- [Your objective] Find the number of lines below in which the word "from" occurs. Write only that number.

- [Exercise input]
§ §

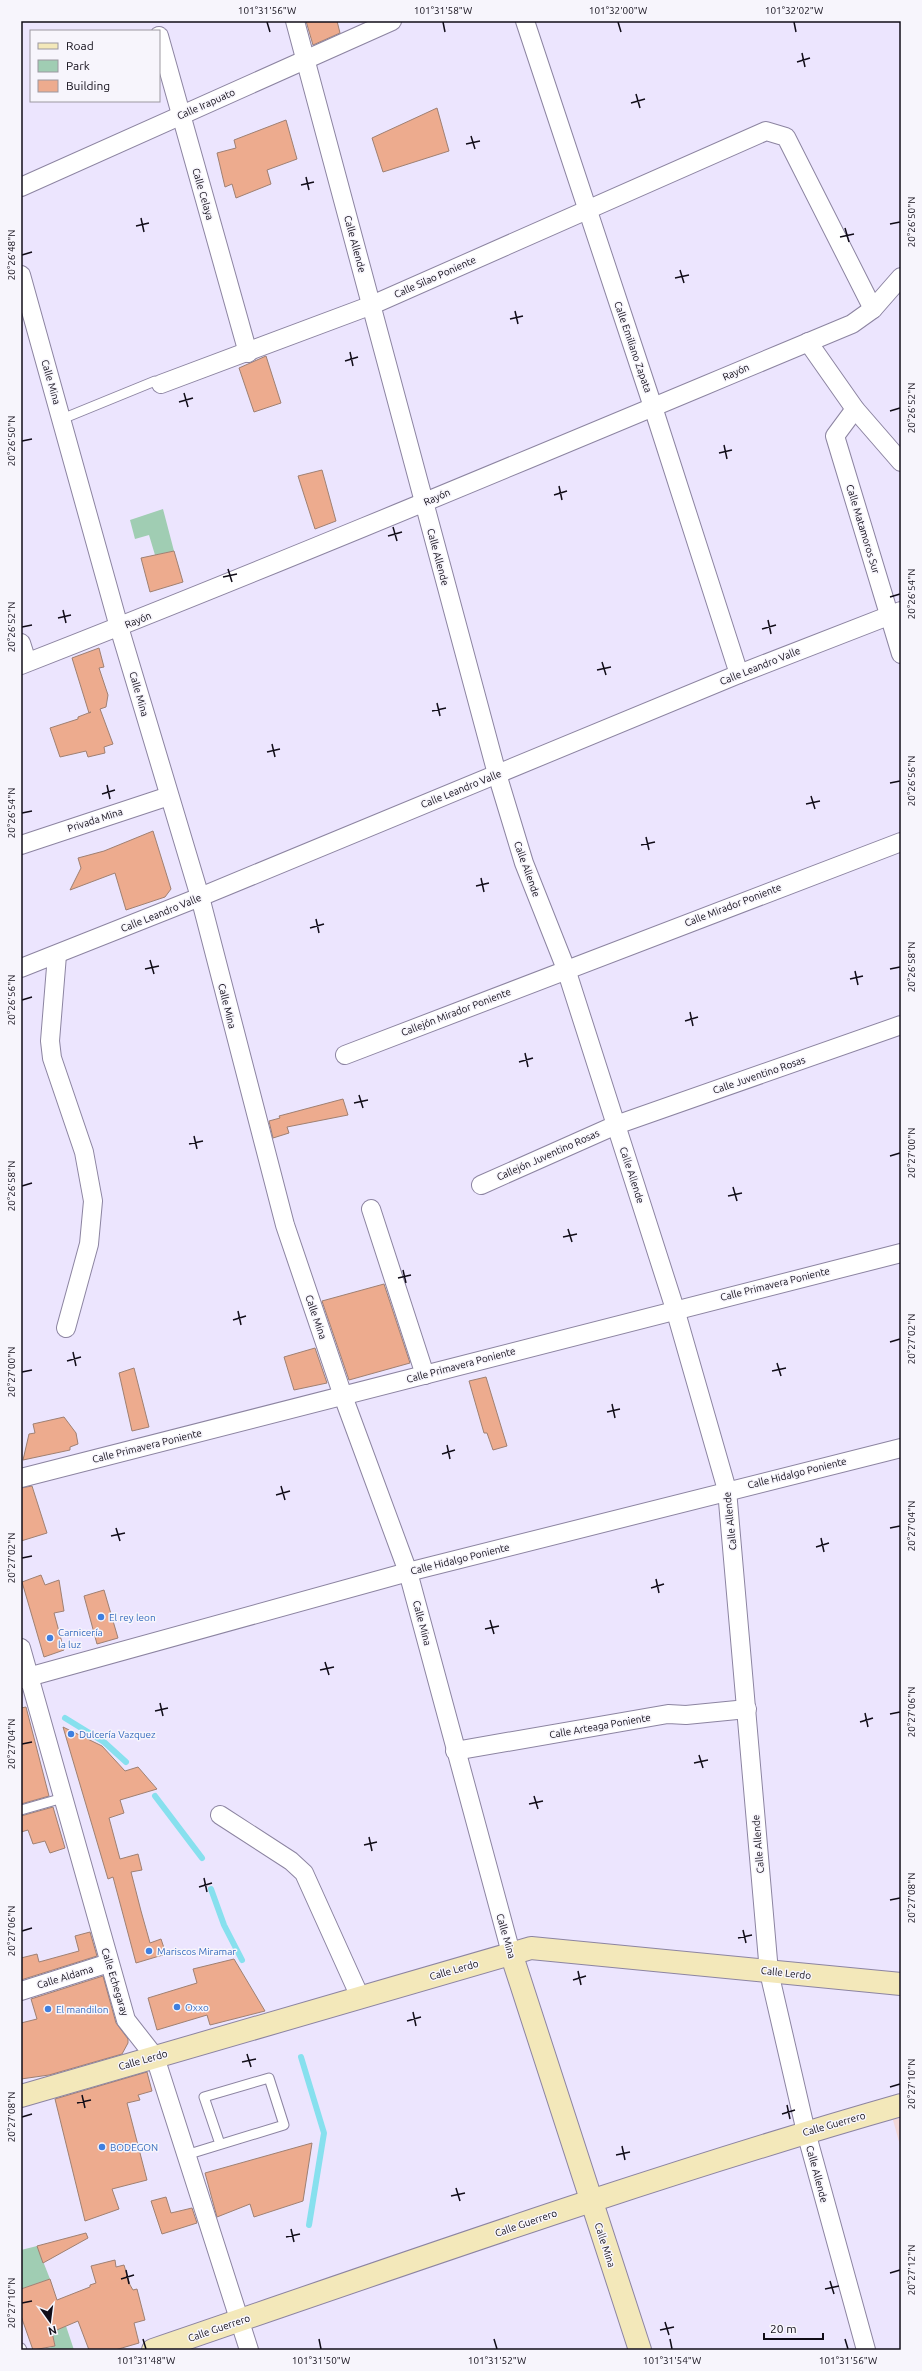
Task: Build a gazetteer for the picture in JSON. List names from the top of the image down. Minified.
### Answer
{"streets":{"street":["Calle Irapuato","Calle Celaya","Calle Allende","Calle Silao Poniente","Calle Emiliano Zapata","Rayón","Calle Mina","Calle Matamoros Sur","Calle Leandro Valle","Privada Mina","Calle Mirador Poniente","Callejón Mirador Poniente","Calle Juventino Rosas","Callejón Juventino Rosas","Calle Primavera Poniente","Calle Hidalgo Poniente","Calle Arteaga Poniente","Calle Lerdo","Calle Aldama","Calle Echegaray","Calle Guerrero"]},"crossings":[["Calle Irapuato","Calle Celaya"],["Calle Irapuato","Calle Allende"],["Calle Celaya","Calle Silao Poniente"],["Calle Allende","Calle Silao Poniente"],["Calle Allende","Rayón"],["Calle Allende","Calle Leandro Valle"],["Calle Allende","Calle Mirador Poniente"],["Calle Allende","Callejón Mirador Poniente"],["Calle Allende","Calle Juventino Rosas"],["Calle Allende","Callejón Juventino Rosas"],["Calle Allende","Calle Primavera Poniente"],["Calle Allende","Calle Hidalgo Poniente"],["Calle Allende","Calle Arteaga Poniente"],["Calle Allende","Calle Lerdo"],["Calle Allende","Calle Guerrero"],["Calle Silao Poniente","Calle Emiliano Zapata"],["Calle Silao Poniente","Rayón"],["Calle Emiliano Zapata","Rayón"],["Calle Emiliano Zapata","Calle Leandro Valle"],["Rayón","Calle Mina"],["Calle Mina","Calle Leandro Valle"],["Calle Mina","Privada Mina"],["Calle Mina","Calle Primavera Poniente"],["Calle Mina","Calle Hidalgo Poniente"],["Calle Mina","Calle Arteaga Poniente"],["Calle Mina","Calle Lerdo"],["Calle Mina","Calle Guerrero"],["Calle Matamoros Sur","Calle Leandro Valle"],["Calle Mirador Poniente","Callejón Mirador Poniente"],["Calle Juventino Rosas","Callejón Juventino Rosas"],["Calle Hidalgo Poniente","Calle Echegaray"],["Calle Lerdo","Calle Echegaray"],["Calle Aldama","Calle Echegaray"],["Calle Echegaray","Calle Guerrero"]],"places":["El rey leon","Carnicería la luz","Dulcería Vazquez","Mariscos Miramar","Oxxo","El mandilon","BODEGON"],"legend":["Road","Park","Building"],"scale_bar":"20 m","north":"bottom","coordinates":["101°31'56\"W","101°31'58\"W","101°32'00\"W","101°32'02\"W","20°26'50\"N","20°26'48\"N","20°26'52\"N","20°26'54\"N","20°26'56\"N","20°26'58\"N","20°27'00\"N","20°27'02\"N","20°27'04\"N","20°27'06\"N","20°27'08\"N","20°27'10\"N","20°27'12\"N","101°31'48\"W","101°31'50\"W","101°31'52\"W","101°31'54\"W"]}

§ §

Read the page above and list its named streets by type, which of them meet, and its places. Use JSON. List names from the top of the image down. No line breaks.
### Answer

§ §

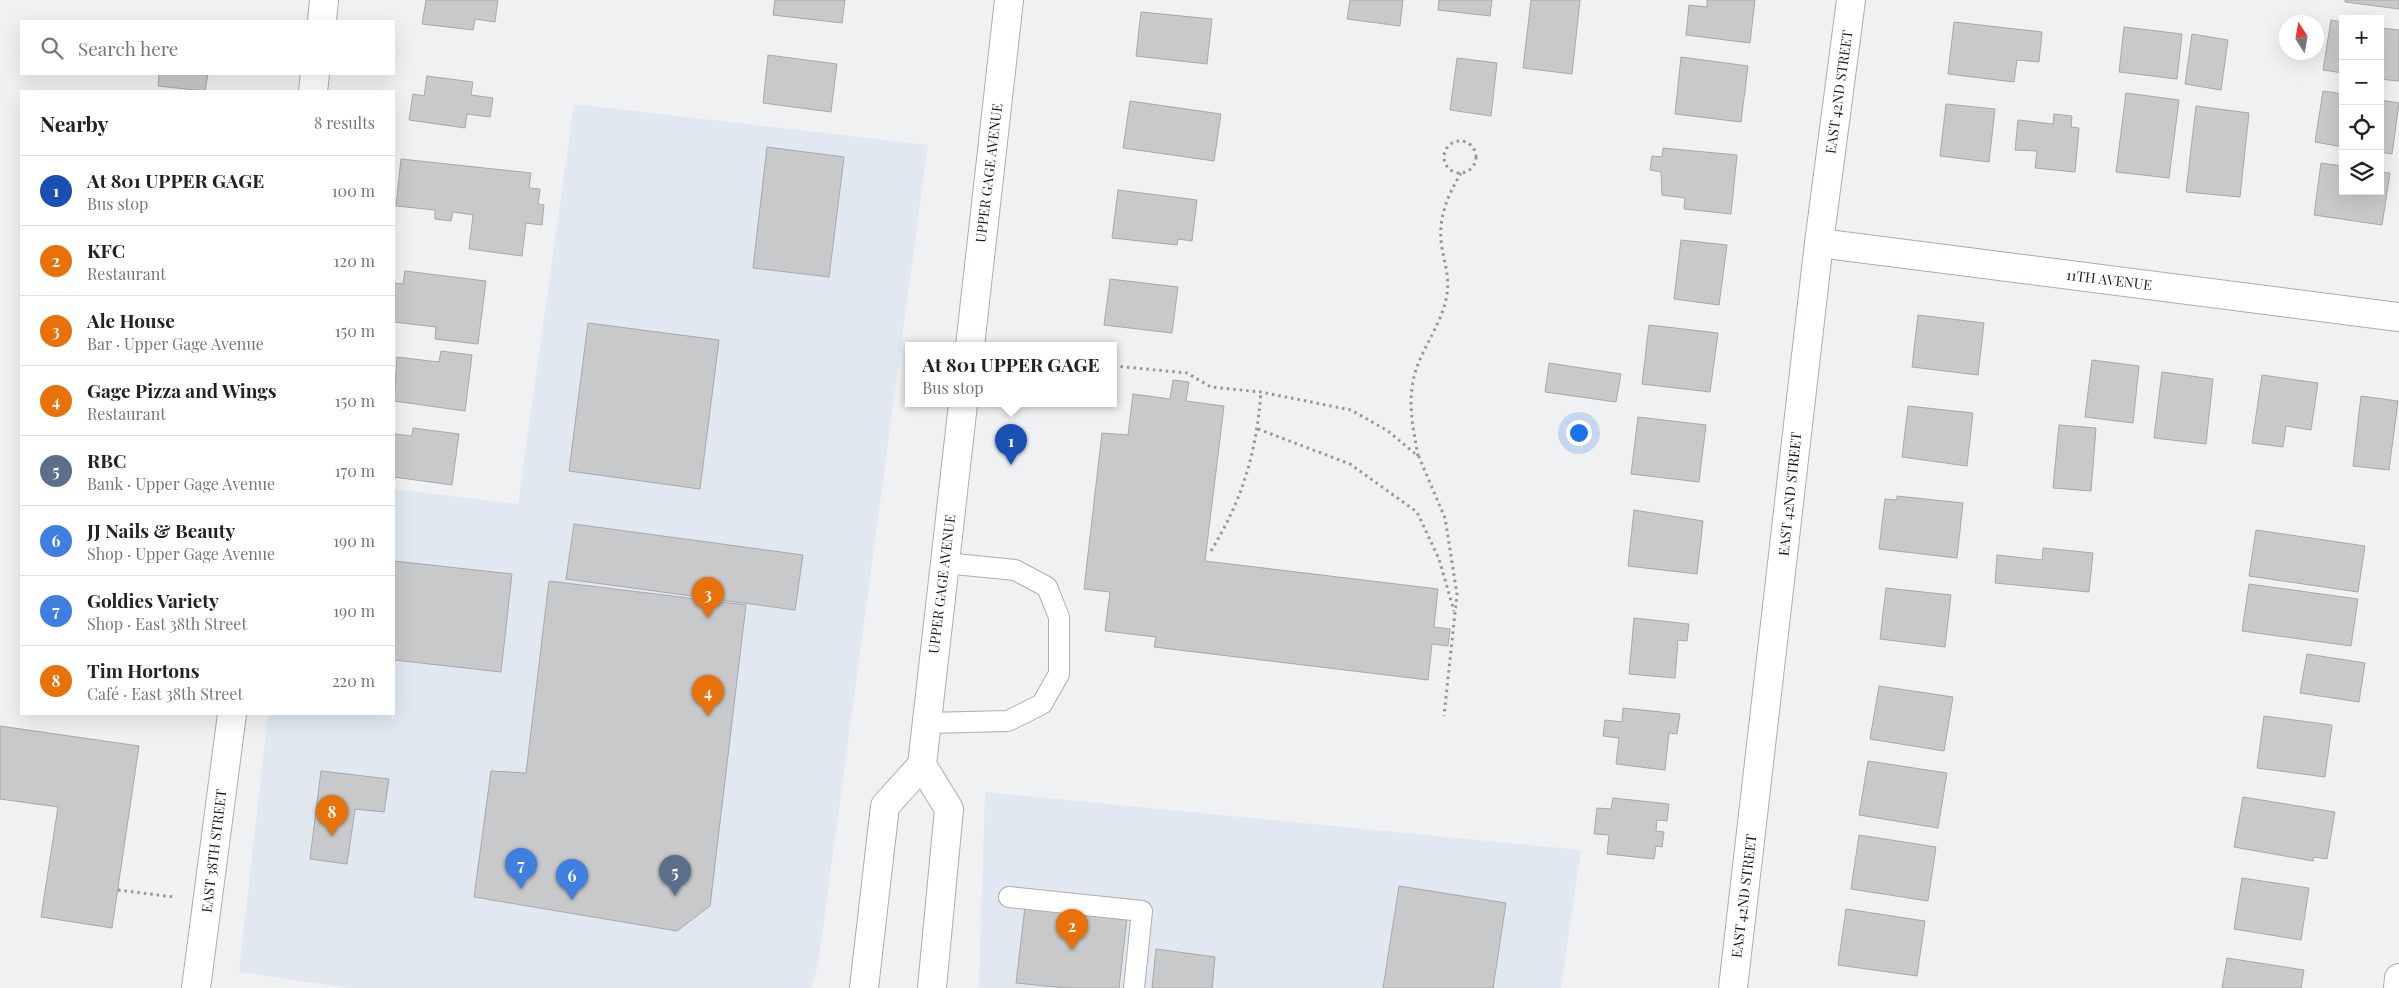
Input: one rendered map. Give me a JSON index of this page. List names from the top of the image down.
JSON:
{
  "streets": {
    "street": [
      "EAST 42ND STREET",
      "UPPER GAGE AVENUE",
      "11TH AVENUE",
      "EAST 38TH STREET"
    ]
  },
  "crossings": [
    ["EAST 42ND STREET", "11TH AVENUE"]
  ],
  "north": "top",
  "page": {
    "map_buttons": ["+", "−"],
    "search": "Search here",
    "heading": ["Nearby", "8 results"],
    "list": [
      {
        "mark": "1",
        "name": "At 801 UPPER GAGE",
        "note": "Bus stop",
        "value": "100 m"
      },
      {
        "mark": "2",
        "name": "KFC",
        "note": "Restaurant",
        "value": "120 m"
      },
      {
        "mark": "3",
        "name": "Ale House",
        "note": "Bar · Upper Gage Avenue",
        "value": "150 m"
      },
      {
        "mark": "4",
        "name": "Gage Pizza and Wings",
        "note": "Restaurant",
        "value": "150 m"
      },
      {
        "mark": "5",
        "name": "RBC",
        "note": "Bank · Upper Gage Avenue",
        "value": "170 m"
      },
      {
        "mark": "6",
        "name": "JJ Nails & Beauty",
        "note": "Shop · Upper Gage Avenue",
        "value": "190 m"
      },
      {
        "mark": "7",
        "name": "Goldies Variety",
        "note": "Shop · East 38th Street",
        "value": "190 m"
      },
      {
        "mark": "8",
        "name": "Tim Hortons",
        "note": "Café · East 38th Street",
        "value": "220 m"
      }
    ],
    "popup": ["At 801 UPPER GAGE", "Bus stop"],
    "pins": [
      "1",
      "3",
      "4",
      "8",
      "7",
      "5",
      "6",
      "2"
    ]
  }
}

§ §

- [Exercise output] 3